The Agera R made its debut at the March 2011 Geneva Motor Show with a Speed Racer livery, and special Michelin tyres. It can accelerate from 0–100 km/h in 2.8 seconds and attain a theoretical top speed of 273 mph. The Agera R has a , or at high speed due to its adaptive rear wing, while producing 300 kg of downforce at 250 km/h. This adaptive rear wing system is lighter than conventional hydraulic/electrical adaptive systems, and has the unique ability to compensate for head/tailwind due to its spring-loaded design. Furthermore, the pylons holding the wing play not only a role in the Agera R's aerodynamic performance, but also assist in extracting hot air from the engine bay.

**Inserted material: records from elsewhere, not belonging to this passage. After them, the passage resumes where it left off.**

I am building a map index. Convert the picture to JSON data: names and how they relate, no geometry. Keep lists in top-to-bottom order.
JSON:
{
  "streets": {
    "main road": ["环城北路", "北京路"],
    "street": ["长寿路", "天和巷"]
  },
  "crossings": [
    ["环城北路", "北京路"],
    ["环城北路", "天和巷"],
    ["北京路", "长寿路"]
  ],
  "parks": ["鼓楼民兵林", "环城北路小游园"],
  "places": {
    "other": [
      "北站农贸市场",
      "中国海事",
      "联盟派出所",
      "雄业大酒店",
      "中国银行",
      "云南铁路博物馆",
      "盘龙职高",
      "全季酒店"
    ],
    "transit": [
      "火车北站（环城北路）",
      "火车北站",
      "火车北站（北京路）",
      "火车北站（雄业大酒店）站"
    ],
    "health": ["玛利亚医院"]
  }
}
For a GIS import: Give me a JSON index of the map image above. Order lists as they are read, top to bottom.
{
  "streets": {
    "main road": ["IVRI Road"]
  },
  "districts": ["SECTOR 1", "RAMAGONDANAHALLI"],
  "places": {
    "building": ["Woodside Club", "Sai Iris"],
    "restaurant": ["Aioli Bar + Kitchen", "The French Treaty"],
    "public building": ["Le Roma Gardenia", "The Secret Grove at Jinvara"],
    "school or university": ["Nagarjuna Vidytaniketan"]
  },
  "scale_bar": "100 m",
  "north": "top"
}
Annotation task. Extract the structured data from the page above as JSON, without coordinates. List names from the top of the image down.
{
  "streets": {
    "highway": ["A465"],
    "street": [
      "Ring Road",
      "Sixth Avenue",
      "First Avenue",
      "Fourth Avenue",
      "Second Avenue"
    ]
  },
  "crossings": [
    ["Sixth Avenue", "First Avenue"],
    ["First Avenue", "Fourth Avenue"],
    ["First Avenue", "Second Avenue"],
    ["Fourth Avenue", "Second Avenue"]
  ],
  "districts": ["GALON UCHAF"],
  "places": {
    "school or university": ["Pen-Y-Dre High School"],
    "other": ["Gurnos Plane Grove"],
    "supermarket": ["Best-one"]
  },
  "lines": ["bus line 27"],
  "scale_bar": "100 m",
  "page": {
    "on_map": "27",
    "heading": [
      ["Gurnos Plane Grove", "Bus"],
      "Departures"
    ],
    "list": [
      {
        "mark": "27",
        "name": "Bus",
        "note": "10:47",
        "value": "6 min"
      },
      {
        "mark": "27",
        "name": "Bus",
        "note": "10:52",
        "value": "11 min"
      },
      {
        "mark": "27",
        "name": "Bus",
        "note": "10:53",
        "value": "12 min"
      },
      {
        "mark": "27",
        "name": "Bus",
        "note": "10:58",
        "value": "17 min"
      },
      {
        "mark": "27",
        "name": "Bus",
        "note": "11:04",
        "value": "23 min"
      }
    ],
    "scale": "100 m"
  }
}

On 2 September 2011, during test sessions in Ängelholm, the Agera R broke six world land speed records for a production car, including 0–300 km/h in 14.53 seconds, and 0–300–0 km/h in 21.19 seconds. The braking performance required to maintain this record is enabled in part by the Agera's stability, demonstrated by Koenigsegg test driver and drivetrain technician Robert Serwanski, who was recorded by passenger Rob Ferretti (founder of the group "Super Speeders") braking from 300 km/h to 0 without holding the steering wheel.

The Agera R can produce lateral cornering forces of 1.60 G, due to a combination of mechanical balance and high levels of grip from the specially developed Michelin Supersport tyres.

The 2013 version of the Agera R premiered at the 2012 Geneva Motor Show. Upgrades included carbon fibre wheels, enhanced aerodynamics, and engine upgrades allowing the Agera R's twin-turbo V8 engine to have a power output of 1140 PS at 7,100 rpm and 1200 Nm of torque at 4,100 rpm on E85 biofuel. Koenigsegg's Flex Fuel Sensor technology allows the ECU to respond to varying fuel qualities and alcohol content by reducing power levels as a means of protecting the engine. On standard low-octane fuels, power is reduced to 960 PS.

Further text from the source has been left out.